The laziness charge flows perfectly into a larger white Republican narrative of a runaway culture of entitlement which benefits blacks in particular, and thus becomes a central tenet of the politics of resentment. The fusion of a white Republican perception of blacks inordinately benefiting from the “gifts” of an entitlement-drenched government, coupled with a smoldering bitterness toward the government for its extortionate over-taxing of whites to support the socialist, entitlement bureaucracy, is the jet fuel of the Republican narrative centered on and animated by resentment. Their shorthand is We (patriotic, white America) pay; They (mostly minority freeloaders) play. A construction worker working next door told a friend and my wife that he had to keep working so that he could pay all of his income to the government. Though he smiled, the comment reflected his resentment-inspired politics. Romney tapped into the resentment in his infamous, secretly recorded comment about the 47% who did not take responsibility for their own lives and depended on the government (including veterans, retirees, and the disabled) for their livelihood. Ryan expressed the same sentiment with his overly simplistic comment about “makers and takers.” The fact of Obama’s race hugely exacerbates the politics of resentment, since from the white Republican perspective he won only because of minority support. Certainly he would have lost without minority support, just as Romney would not have been in contention without a majority of white support. But that is sort of the right wing’s point: We’re supposed to be a white, Christian nation, and so it is nothing short of galling to have that nation run not only by a black man, but a likely Muslim and, at least in Trump-world, a black man not even born in the United States. The whole “birther” obsession is both an attempt to de-legitimize Obama’s presidency as well as an appeal to the politics of resentment. Informed Republicans may scorn the birther and Muslim absurdities, but even for them those absurdities are part of the background noise and are rarely disavowed.

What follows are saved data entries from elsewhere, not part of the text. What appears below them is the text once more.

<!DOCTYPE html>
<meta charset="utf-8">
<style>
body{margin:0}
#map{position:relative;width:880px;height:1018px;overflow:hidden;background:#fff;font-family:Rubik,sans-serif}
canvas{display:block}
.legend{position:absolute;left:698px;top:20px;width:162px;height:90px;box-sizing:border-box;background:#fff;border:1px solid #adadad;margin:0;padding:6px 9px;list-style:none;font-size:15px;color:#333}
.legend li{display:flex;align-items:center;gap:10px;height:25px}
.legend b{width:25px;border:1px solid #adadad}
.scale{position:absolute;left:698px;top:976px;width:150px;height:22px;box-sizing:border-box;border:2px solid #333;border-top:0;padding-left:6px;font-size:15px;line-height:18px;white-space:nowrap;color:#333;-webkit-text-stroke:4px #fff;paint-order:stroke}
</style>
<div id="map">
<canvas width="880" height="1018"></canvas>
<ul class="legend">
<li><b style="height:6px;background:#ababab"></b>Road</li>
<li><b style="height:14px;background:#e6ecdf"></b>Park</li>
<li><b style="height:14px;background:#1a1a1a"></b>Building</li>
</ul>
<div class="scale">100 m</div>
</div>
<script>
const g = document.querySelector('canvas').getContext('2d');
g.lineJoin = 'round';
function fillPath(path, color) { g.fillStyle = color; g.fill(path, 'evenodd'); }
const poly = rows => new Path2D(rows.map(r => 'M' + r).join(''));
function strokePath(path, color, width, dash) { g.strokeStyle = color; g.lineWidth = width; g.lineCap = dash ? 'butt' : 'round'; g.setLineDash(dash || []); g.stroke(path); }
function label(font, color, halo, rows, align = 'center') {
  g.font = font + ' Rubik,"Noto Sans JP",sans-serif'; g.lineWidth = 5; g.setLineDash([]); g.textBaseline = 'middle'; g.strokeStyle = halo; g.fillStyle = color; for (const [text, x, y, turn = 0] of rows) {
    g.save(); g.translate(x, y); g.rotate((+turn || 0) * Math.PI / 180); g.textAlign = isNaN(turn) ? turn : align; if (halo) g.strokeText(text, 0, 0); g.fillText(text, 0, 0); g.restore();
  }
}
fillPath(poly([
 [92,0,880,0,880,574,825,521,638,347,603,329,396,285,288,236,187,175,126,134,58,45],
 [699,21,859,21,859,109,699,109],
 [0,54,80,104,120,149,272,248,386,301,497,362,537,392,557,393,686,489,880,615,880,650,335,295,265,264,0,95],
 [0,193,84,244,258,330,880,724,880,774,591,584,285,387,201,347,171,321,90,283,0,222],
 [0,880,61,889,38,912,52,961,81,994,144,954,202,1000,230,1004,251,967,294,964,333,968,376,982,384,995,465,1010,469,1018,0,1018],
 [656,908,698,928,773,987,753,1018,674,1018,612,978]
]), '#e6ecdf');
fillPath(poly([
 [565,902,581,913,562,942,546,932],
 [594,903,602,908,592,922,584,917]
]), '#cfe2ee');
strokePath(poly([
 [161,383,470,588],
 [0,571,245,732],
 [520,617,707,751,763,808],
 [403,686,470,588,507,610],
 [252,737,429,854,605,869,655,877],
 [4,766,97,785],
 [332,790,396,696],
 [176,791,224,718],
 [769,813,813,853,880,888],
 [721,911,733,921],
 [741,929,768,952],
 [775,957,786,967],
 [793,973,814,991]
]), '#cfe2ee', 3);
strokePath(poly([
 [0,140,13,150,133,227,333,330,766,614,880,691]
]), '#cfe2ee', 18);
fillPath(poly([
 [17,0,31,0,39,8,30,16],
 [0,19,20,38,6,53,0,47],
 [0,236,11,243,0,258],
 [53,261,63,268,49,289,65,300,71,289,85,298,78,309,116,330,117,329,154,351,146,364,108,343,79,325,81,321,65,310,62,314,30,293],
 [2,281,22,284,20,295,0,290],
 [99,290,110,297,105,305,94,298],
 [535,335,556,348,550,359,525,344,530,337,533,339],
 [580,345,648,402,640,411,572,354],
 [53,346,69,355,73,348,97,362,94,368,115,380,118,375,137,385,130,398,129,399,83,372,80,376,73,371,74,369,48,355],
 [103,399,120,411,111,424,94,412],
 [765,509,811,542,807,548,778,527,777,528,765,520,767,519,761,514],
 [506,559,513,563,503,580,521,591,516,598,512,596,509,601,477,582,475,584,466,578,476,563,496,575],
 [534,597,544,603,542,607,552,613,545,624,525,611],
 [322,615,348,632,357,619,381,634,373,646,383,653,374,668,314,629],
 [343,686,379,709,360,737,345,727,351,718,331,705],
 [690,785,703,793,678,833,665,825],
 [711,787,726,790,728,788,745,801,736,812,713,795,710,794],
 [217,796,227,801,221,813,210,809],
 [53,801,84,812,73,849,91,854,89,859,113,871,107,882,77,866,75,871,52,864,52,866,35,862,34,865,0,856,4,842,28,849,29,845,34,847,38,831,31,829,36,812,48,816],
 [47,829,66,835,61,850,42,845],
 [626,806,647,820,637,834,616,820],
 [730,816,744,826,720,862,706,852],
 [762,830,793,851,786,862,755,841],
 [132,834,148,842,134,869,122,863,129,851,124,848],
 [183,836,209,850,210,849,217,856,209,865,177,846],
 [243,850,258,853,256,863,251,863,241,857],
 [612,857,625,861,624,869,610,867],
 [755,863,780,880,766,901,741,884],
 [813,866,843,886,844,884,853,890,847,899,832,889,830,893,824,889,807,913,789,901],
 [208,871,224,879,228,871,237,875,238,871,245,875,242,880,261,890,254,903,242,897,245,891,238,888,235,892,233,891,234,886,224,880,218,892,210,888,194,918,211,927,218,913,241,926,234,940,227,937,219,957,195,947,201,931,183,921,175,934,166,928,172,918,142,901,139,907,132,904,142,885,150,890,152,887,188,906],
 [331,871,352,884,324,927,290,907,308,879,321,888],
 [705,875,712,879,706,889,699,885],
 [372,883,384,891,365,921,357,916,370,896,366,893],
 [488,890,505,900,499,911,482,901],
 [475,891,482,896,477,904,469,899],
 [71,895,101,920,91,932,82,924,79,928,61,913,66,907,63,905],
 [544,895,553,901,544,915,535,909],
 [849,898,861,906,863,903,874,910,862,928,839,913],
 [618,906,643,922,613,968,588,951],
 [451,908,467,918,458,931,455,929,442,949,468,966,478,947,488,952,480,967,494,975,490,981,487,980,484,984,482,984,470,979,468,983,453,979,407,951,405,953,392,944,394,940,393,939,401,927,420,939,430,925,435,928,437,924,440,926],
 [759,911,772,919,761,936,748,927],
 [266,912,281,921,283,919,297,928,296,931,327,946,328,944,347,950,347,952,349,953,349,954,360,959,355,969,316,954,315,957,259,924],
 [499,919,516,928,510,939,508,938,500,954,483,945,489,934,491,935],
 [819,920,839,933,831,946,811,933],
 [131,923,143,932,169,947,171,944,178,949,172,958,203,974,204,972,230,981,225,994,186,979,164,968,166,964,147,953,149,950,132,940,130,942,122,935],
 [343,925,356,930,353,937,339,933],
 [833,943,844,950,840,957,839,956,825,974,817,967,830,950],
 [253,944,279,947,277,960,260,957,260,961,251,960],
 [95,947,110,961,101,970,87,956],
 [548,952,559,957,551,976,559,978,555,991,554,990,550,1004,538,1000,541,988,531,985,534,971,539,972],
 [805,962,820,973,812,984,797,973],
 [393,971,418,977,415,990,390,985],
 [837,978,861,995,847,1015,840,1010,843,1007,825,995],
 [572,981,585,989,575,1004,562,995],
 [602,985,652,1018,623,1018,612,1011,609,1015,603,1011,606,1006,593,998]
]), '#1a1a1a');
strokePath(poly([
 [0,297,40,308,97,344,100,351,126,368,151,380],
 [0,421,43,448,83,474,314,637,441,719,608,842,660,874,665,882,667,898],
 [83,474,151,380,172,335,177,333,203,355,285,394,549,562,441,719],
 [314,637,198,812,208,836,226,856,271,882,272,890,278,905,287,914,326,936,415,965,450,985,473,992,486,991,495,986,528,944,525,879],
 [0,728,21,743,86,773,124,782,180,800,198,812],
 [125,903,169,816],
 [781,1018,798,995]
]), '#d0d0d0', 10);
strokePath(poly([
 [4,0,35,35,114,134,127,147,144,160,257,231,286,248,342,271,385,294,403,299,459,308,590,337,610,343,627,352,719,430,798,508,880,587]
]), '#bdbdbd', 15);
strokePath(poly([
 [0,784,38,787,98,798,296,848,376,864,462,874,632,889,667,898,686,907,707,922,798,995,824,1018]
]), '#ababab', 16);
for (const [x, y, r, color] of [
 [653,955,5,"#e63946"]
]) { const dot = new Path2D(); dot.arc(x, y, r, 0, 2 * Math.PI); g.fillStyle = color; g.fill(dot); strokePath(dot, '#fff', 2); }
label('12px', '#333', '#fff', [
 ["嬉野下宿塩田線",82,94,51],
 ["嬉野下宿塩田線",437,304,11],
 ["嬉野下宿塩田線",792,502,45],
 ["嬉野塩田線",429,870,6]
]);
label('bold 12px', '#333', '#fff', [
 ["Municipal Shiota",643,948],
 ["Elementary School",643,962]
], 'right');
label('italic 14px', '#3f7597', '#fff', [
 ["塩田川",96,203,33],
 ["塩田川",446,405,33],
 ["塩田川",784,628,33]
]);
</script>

For Republicans, especially but by no means exclusively those born to wealth, “entitlement” evokes connotations of lower classes receiving unearned benefits, benefits which they also see themselves paying for. This perceived transfer of wealth is the centerpiece of the virulent attacks on “socialism,” and it is at the heart of their resentment. Of course entitlements also redound to veterans, retirees who have worked their entire lives, and the disabled—not just Ronald Reagan’s “welfare queens.” But for the well off, and many in the middle class, entitlement also has another meaning, though one not acknowledged: it is one rooted in wealth, heritage, race, and class, in addition to personal accomplishment. This sort of entitlement is the opposite of “noblesse oblige”—namely “le droit de seigneur,” the right of the upper class, the presumed duly earned privilege of the doers and makers. In its most naked form, it is the privilege of race. Like good health, it is barely recognized unless lost; and Republicans’ dual perception of its loss to the undeserving masses, coupled with the unearned, socialistic “gifts” and entitlements for the “takers,” drives the resentment. For the underclass far right, this unacknowledged upper class- and race-based entitlement takes the form of racial heritage and race pride, again coupled with the anger and resentment toward the 47% unwilling, according to Romney, to take responsibility for their own lives. Any parsing of American politics, in particular invidious attitudes toward the current president, can hardly avoid examining the politics of resentment as a central animating force.